• Exercise: Search the entries for the word "linejoin" and pull out each line that has it.

• Working data:
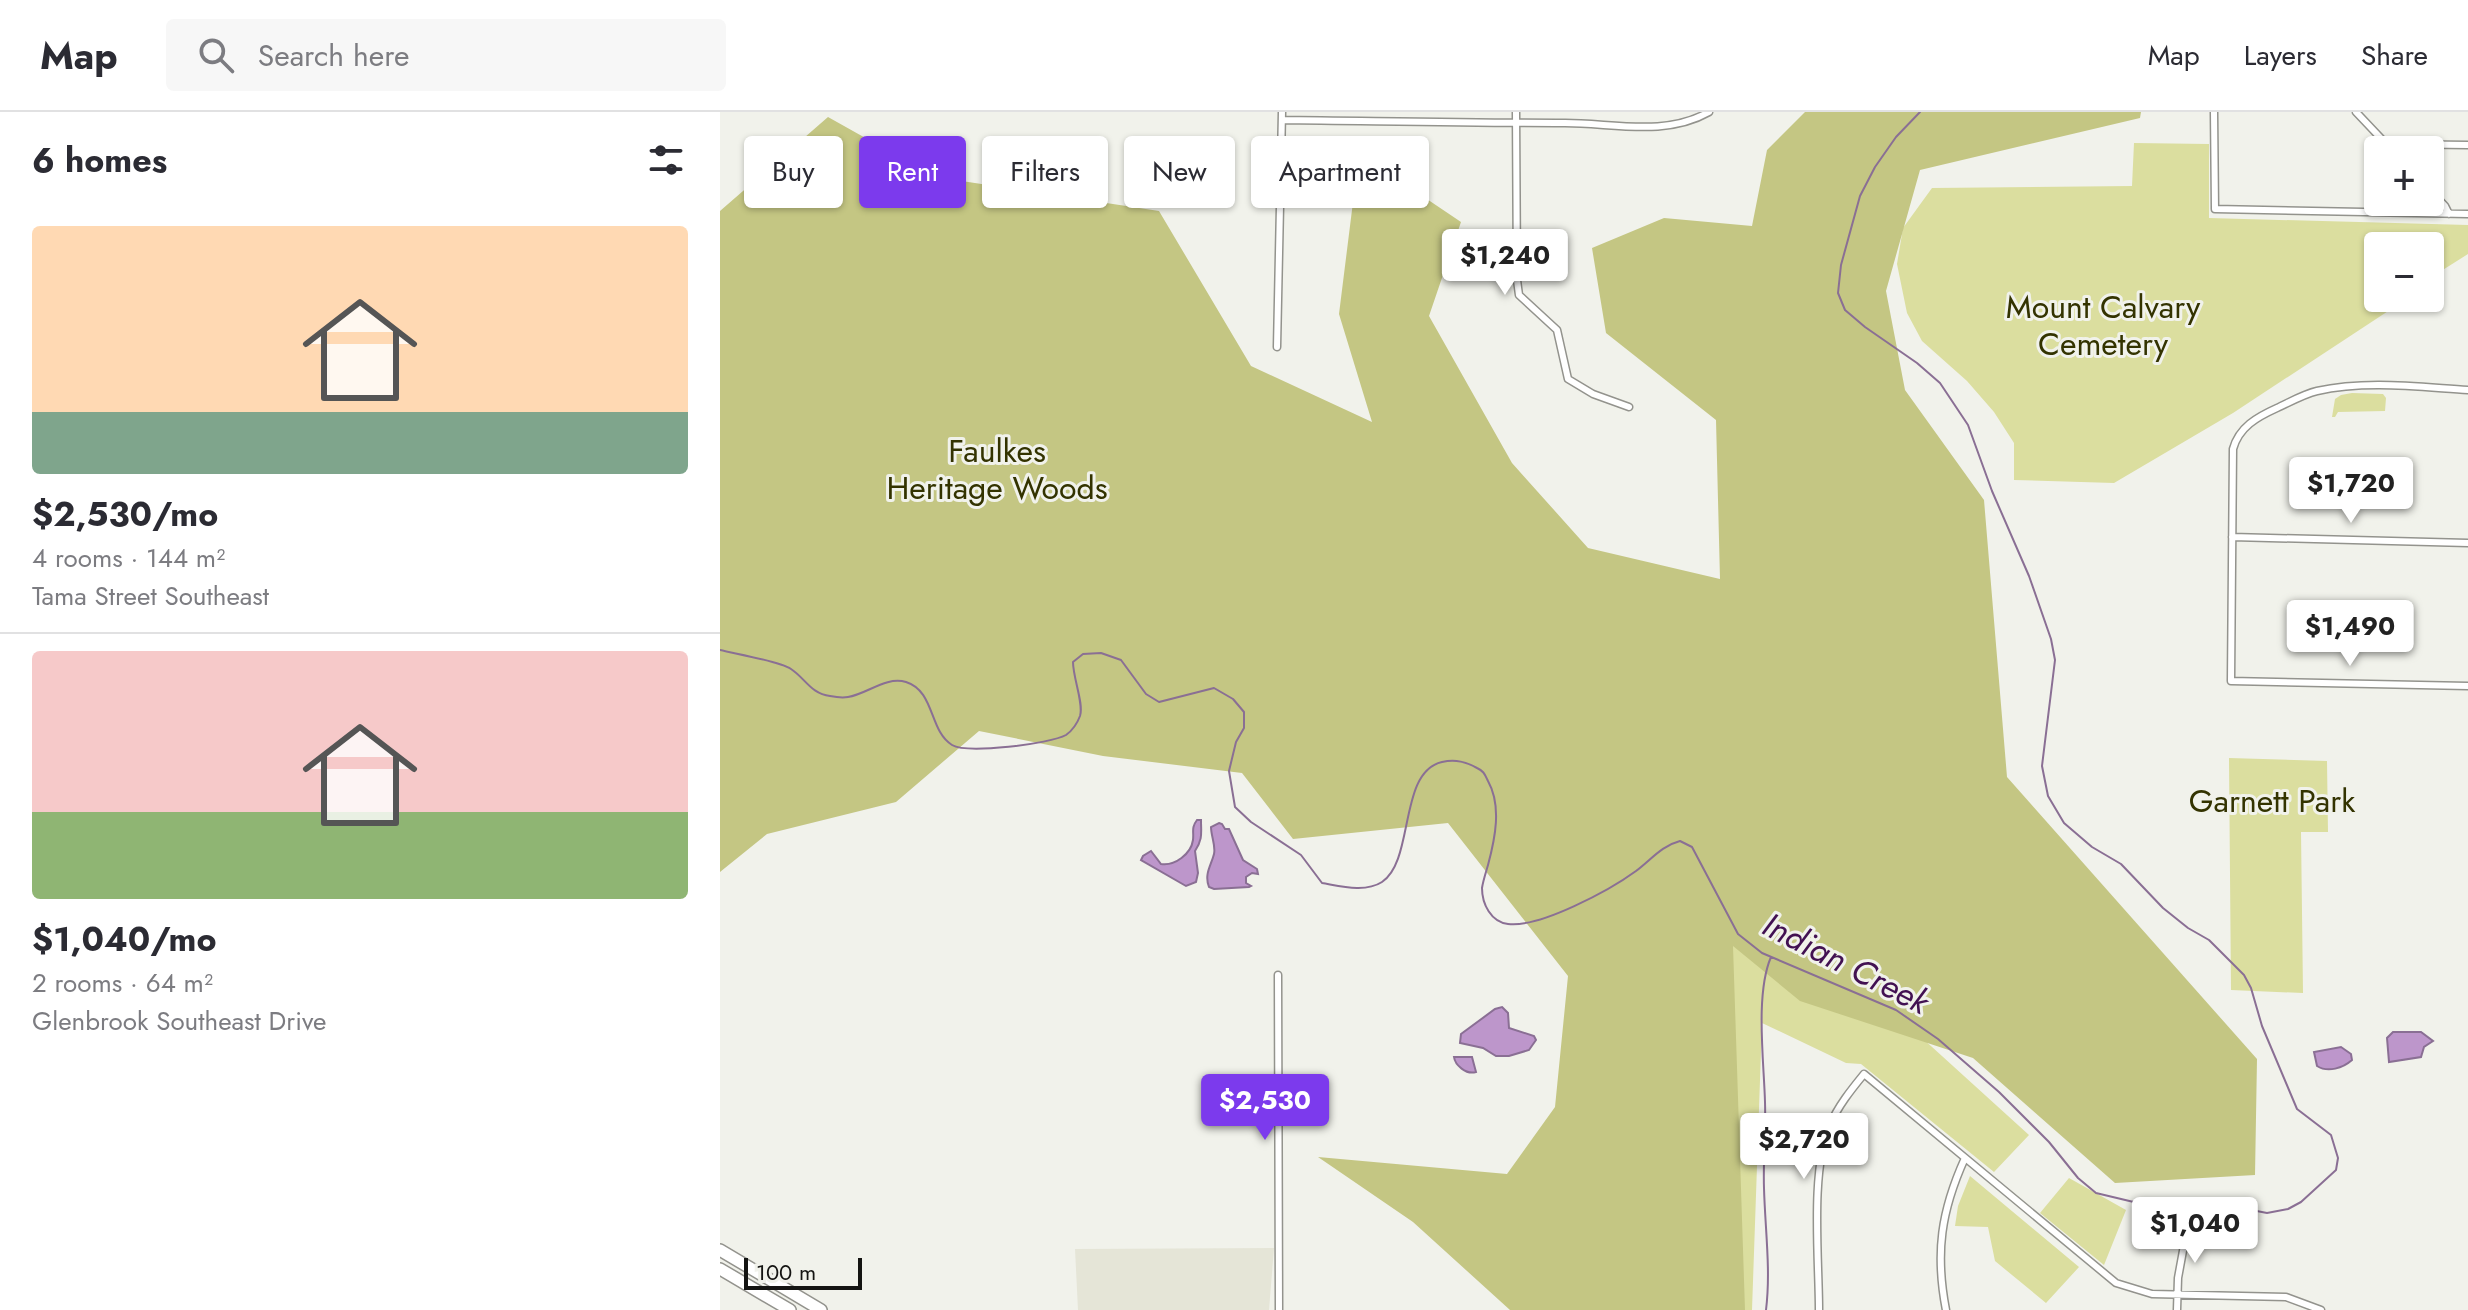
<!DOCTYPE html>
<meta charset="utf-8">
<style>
:root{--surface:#fff;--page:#f7f7f7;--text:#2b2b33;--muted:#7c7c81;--line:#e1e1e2;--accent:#7c3aed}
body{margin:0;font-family:Jost,sans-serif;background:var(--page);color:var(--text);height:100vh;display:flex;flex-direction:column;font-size:30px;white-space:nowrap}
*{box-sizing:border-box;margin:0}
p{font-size:26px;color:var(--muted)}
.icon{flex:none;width:44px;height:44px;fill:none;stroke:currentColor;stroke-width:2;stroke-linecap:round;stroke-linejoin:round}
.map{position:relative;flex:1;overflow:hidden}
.side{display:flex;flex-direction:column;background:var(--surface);width:720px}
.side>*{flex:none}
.banner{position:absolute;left:24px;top:24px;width:760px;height:72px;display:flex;gap:16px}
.controls{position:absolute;left:1644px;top:24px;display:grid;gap:16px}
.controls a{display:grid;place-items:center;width:80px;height:80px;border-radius:8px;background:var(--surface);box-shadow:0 2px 6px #0004;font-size:40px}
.scale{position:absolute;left:24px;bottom:20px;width:118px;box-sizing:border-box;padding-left:8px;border:4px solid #141412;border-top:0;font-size:22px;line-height:28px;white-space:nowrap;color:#141412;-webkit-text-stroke:6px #f1f2eb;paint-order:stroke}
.price{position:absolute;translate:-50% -68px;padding:0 18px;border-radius:8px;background:#fff;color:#222;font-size:26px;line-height:52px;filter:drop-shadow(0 2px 4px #0008)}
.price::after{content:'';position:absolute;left:50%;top:48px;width:24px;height:18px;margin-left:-12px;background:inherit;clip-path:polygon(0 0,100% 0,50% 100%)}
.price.current{background:var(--accent);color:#fff}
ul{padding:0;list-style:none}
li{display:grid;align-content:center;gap:16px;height:424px;padding:0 32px}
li+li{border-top:2px solid var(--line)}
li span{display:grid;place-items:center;height:248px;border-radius:8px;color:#555}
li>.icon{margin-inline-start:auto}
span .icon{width:144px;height:144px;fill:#fffc;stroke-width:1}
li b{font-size:34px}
h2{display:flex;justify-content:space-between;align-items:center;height:96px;padding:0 32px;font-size:34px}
.tag{padding:0 28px;border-radius:8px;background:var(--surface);box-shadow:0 2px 6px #0004;font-size:28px;line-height:72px}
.tag.current{background:var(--accent);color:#fff}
header{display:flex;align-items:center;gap:48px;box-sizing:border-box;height:112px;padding:0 40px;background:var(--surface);border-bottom:2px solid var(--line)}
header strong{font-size:38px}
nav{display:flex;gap:44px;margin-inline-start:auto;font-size:28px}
.search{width:560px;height:72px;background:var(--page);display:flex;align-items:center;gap:20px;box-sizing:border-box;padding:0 28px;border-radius:8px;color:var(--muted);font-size:30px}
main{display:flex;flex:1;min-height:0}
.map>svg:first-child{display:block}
.built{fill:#e5e5d7}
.green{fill:#dbde9f}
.forest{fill:#c4c683}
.water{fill:#bd96cb;stroke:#8a6f94;stroke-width:2}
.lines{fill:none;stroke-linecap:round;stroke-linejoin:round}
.stream{stroke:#8a6f94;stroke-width:2}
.minor-casing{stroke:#93938d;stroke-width:9}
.trunk-casing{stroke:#93938d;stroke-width:14}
.minor{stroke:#fff;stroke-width:6}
.trunk{stroke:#fff;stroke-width:11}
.labels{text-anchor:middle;stroke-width:6;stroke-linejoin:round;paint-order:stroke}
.park-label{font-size:32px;fill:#330;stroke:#f1f2eb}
.water-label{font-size:34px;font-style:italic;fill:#421152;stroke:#f1f2eb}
</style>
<header>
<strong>Map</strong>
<div class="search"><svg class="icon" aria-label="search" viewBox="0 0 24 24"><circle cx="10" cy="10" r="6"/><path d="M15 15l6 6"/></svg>Search here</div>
<nav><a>Map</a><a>Layers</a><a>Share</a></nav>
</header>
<main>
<section class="side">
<h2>6 homes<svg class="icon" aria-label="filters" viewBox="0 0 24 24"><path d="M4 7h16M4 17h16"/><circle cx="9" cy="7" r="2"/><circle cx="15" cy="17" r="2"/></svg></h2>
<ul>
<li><span style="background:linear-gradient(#ffd9b3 75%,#7fa58c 0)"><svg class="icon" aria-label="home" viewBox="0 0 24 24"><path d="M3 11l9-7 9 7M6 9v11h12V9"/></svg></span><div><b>$2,530/mo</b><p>4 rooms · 144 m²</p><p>Tama Street Southeast</p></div></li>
<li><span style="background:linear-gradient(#f6c9c9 65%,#8fb573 0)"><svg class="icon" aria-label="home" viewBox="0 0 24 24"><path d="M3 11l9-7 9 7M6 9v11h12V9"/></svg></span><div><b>$1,040/mo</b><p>2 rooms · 64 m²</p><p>Glenbrook Southeast Drive</p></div></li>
</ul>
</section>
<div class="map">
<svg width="1748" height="1198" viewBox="0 0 1748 1198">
<rect width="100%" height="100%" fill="#f1f2eb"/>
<!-- built -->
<path class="built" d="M 554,1136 L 549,1198 L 358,1198 L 355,1137 Z"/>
<!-- green -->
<path class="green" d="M 1414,31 L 1489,32 L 1489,106 L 1748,113 L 1748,142 L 1710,166 L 1710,134 L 1658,134 L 1658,186 L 1688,186 L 1513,301 L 1394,371 L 1294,368 L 1294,331 L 1274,300 L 1247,269 L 1202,229 L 1187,201 L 1177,152 L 1183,116 L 1212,76 L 1412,74 Z
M 1632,281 L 1663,282 L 1666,286 L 1665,299 L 1618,300 L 1615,305 L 1612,305 L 1615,287 L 1621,283 Z
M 1509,646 L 1607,649 L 1608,720 L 1581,720 L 1583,881 L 1511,878 Z
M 904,747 L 1179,905 L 1309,1023 L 1274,1060 L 1141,952 L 1126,951 L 1042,911 L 1032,1198 L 877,1198 Z
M 1250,1064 L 1359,1155 L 1326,1191 L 1275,1149 L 1268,1115 L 1235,1114 L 1238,1094 Z
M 1349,1066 L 1406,1098 L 1384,1153 L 1320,1101 Z"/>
<!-- forest -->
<path class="forest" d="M 1085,0 L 1421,0 L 1420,6 L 1200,58 L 1166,179 L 1185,278 L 1264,388 L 1287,665 L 1537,947 L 1535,1063 L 1395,1071 L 1253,946 L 1080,889 L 1013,834 L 1025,1198 L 790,1198 L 693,1110 L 598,1045 L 787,1062 L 835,995 L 848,864 L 728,711 L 573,727 L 522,661 L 383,644 L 259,619 L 176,690 L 47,722 L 0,760 L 0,99 L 108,5 L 215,65 L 439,99 L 531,254 L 652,310 L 619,202 L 634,82 L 692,77 L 741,110 L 709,204 L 792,351 L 868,436 L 1000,467 L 996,308 L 886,221 L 872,136 L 944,106 L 1032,114 L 1047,38 Z"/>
<!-- water -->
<path class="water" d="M 477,708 L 481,708 C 481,721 483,727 475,739 L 478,761 L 476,770 L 466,774 L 421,748 L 423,744 L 431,739 L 441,752 C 455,754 471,742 473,728 C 474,719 471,716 477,708 Z
M 499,711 L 502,712 L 505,717 L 509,717 L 523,748 L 537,757 L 538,762 L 532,761 L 526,765 L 526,771 L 531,774 L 529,775 L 494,777 L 489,775 C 484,762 491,754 494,742 C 496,734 491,724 491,715 Z
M 782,895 L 788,901 L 789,916 L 814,924 L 816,928 L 809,938 L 789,944 L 776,944 L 763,936 L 740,931 L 741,922 L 775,897 Z
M 1673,920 L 1701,920 L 1713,929 L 1704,935 L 1701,945 L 1669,950 L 1667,926 Z
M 1621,935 L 1631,942 L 1632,948 C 1623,956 1608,961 1597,954 L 1594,940 Z
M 734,945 L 752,945 L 756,960 C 746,963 735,953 734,945 Z"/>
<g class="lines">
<!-- stream -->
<path class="stream" d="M 0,538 C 16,542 59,549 71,557 C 85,566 91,582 110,584 C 115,585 123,586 128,585 C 147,582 166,564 186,570 C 215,579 209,619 232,633 C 247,642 330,632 346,623 C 353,618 357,612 360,604 C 364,592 353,566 353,550 L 363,542 L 381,541 L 401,548 L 426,582 L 439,590 L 494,576 L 513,587 L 524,600 L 524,616 L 516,630 L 509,659 L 515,695 L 531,710 L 581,743 L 602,771 C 620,774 645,781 662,770 C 695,748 678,660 722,650 C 736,647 746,650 757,656 C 764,659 765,663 768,669 C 782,694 775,727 768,753 C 766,760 763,769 762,776 C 762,792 771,810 788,812 C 820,816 890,778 916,759 C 932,747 941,734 960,729 L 972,735 L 1018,822 L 1042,841 L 1176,898 L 1218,927 L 1279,980 L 1329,1030 L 1358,1066 L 1376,1081 L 1422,1092 L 1475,1087 L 1547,1101 L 1568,1097 L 1581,1090 L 1616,1058 L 1618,1046 L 1611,1023 L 1577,997 L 1542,914 L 1531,876 L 1524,863 L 1489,828 L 1468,816 L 1443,796 L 1401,752 L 1372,735 L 1344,711 L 1328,684 L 1322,654 L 1335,548 L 1331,527 L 1309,464 L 1272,379 L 1248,313 L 1220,271 L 1197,251 L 1145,215 L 1125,198 L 1118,181 L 1121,153 L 1140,84 L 1155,55 L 1176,25 L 1200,0
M 1046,1198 C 1051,1158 1045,1116 1044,1076 C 1043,1047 1046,1019 1045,990 C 1044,950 1035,882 1051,845"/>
<defs>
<path id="minor" d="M 796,0 L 797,168 L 799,183 L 837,218 L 848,267 L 873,282 L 909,295
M 1494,0 L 1495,97 L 1748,102
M 1636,0 L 1672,38
M 562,8 C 656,9 750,11 845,11 C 893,11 945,25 989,0
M 1667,32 L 1748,33
M 1710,78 L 1725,94 L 1729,102
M 557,235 L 562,0
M 1748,278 C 1699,275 1646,268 1597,279 C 1584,282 1570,290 1557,296 C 1537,305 1519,315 1513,337 L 1511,569 L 1748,574
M 1512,425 L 1748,431
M 558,863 L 559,1198
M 1099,1198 C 1099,1147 1090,1058 1110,1013 C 1118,994 1131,978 1144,962 L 1396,1171 L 1432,1182 L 1566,1185 L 1601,1198
M 1226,1198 C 1215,1141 1221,1099 1245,1046
M 1457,1198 L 1458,1166 L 1469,1106"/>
<path id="trunk" d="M 0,1138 L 101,1198
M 0,1157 L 70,1198"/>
</defs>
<!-- minor casing -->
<use href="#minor" class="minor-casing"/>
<!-- trunk casing -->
<use href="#trunk" class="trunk-casing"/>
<!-- minor -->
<use href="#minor" class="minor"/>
<!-- trunk -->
<use href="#trunk" class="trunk"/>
</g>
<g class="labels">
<!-- park labels -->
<g class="park-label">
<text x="1383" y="206">Mount Calvary<tspan x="1383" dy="37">Cemetery</tspan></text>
<text x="277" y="350">Faulkes<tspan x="277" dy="37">Heritage Woods</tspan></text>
<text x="1552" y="700">Garnett Park</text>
</g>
<!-- water labels -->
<g class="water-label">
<text transform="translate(1126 851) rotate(27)" y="12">Indian Creek</text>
</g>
</g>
</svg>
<div class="controls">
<a>+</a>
<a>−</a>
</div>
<div class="scale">100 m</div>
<b class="price" style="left:785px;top:185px">$1,240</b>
<b class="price" style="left:1631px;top:413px">$1,720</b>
<b class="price" style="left:1630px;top:556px">$1,490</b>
<b class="price current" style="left:545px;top:1030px">$2,530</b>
<b class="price" style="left:1084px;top:1069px">$2,720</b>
<b class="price" style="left:1475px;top:1153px">$1,040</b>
<div class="banner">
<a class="tag">Buy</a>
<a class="tag current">Rent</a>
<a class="tag">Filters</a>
<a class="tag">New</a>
<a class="tag">Apartment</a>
</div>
</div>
</main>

• Task answer:
.icon{flex:none;width:44px;height:44px;fill:none;stroke:currentColor;stroke-width:2;stroke-linecap:round;stroke-linejoin:round}
.lines{fill:none;stroke-linecap:round;stroke-linejoin:round}
.labels{text-anchor:middle;stroke-width:6;stroke-linejoin:round;paint-order:stroke}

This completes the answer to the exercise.